■ WHAT IS NEEDED
Exactly as they appear below, repeat the lines from the one with "function fill(path, color)" through the one with "c.font = font", and no others.

[Dataset items]

Content starts

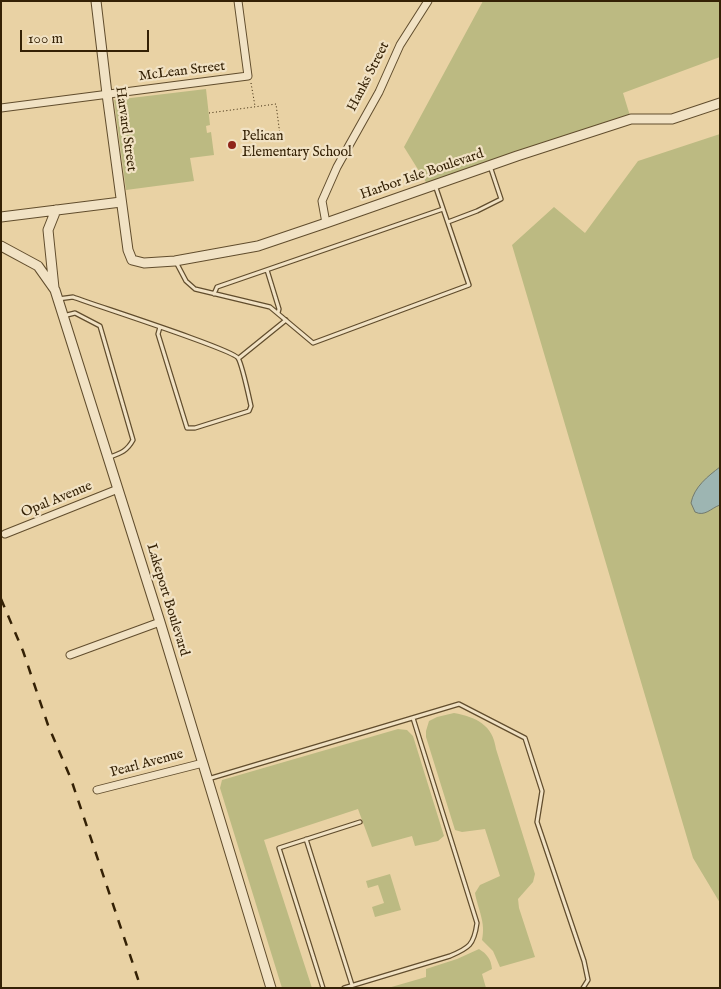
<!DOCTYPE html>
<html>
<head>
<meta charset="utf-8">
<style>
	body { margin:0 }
	#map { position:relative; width:721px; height:989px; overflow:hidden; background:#e9d2a4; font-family:"IM FELL English",serif }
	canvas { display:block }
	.frame { position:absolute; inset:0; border:2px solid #342105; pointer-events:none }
	.scale { position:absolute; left:20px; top:30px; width:129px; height:22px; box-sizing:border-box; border:2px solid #342105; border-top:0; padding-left:6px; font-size:15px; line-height:18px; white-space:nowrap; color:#342105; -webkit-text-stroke:4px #f1e2c4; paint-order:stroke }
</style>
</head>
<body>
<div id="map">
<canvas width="721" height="989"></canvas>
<div class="frame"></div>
<div class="scale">100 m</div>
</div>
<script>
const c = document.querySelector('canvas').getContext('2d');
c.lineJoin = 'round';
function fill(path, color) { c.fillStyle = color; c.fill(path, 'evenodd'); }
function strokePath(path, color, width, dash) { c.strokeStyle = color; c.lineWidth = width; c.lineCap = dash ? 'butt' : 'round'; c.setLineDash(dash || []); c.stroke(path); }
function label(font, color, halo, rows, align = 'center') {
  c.font = font + ' "IM FELL English",serif'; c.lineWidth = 4.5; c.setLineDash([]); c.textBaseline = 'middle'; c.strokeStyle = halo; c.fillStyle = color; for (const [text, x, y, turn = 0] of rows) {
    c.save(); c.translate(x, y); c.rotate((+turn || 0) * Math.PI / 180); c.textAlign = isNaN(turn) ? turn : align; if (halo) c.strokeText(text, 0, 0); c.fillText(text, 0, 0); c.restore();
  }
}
const green = new Path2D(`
	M483,1H720V57L623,93L631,119L429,187L404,147Z
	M206,89L210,125L206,126L207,133L211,132L214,155L190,158L194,181L126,190L114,100Z
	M720,134V903L693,858L512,245L554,207L585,233L638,161Z
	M454,713C476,717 493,725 496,749L535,874L533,882L518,899L519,908L535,957L500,967L493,951L482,940C486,922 478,910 475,893L480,885L500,876L485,829L462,832L455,830L426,737V731L429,721L437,717Z
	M398,729L407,730L413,736L444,836L438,841L415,846L412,836L372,847L358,809L264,840L312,988H282L220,788L222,780Z
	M390,874L401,910L375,917L372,907L384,903L378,885L368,888L366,881Z
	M479,949C487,954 491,959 492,969L482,974L486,988H388L426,977V969L457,959Z`);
const water = new Path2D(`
	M720,467V505C711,508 705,517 695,512L691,503C694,487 708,476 720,467Z`);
const path = new Path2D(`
	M251,83L255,106
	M209,113L276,104L280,135`);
const service = new Path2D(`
	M448,222L477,211L501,199L490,166
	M176,262L186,281L195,289L270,307L313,343L469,285L435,185
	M267,270L279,309L278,313
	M214,294L217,287L443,209
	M58,299L73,297C94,305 232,349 238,358C242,364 249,397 251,406L249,411L195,428H187L158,334L160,327
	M63,316L75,313L100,326L133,440C127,451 121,453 110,457
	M239,358L286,320
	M208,779L459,704L525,738L542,791L537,822L584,961L588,980L583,988
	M306,839L352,985
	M323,988L279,848L360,822
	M344,988L450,956C469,948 474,945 477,923L413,718`);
const minor = new Path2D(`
	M1,108L248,76L238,1
	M326,223L322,201L337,167L379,92L400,45L428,1
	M5,534L118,489
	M70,655L160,622
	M97,790L203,763`);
const tertiary = new Path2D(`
	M96,1L107,94L128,250L132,260L144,263L175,261L258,246L326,223L517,156L631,119H672L720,103
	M1,217L121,202
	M1,246L38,266L55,290L160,622L271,988
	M54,288L48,230L56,210`);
const rail = new Path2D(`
	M1,599L23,651L48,725L71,779L141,988`);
const markers = [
	[232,145,5,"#8f2418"]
];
const streetNames = [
	["McLean Street",182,72,-7],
	["Hanks Street",369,77,-63],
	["Harvard Street",125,129,82],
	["Harbor Isle Boulevard",422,175,-19],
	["Opal Avenue",57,500,-22],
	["Lakeport Boulevard",167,600,73],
	["Pearl Avenue",147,764,-15]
];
const poiNames = [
	["Pelican",242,137],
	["Elementary School",242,153]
];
fill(green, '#bcba82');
fill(water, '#9db5b2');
strokePath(water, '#737a6d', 1);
strokePath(service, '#614d2d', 5.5);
strokePath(minor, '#614d2d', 9);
strokePath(tertiary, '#614d2d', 11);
strokePath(path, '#342105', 1, [1, 2.5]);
strokePath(service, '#f1e2c4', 3);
strokePath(minor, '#f1e2c4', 7);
strokePath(tertiary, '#f1e2c4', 9);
strokePath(rail, '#342105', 2.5, [9, 9]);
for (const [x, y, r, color] of markers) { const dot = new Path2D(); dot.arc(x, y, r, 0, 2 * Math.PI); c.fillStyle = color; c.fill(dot); strokePath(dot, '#f1e2c4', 2); }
label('14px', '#342105', '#f1e2c4', streetNames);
label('14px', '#342105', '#f1e2c4', poiNames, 'left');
</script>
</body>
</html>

Content ends

■ TASK ANSWER
function fill(path, color) { c.fillStyle = color; c.fill(path, 'evenodd'); }
function strokePath(path, color, width, dash) { c.strokeStyle = color; c.lineWidth = width; c.lineCap = dash ? 'butt' : 'round'; c.setLineDash(dash || []); c.stroke(path); }
function label(font, color, halo, rows, align = 'center') {
  c.font = font + ' "IM FELL English",serif'; c.lineWidth = 4.5; c.setLineDash([]); c.textBaseline = 'middle'; c.strokeStyle = halo; c.fillStyle = color; for (const [text, x, y, turn = 0] of rows) {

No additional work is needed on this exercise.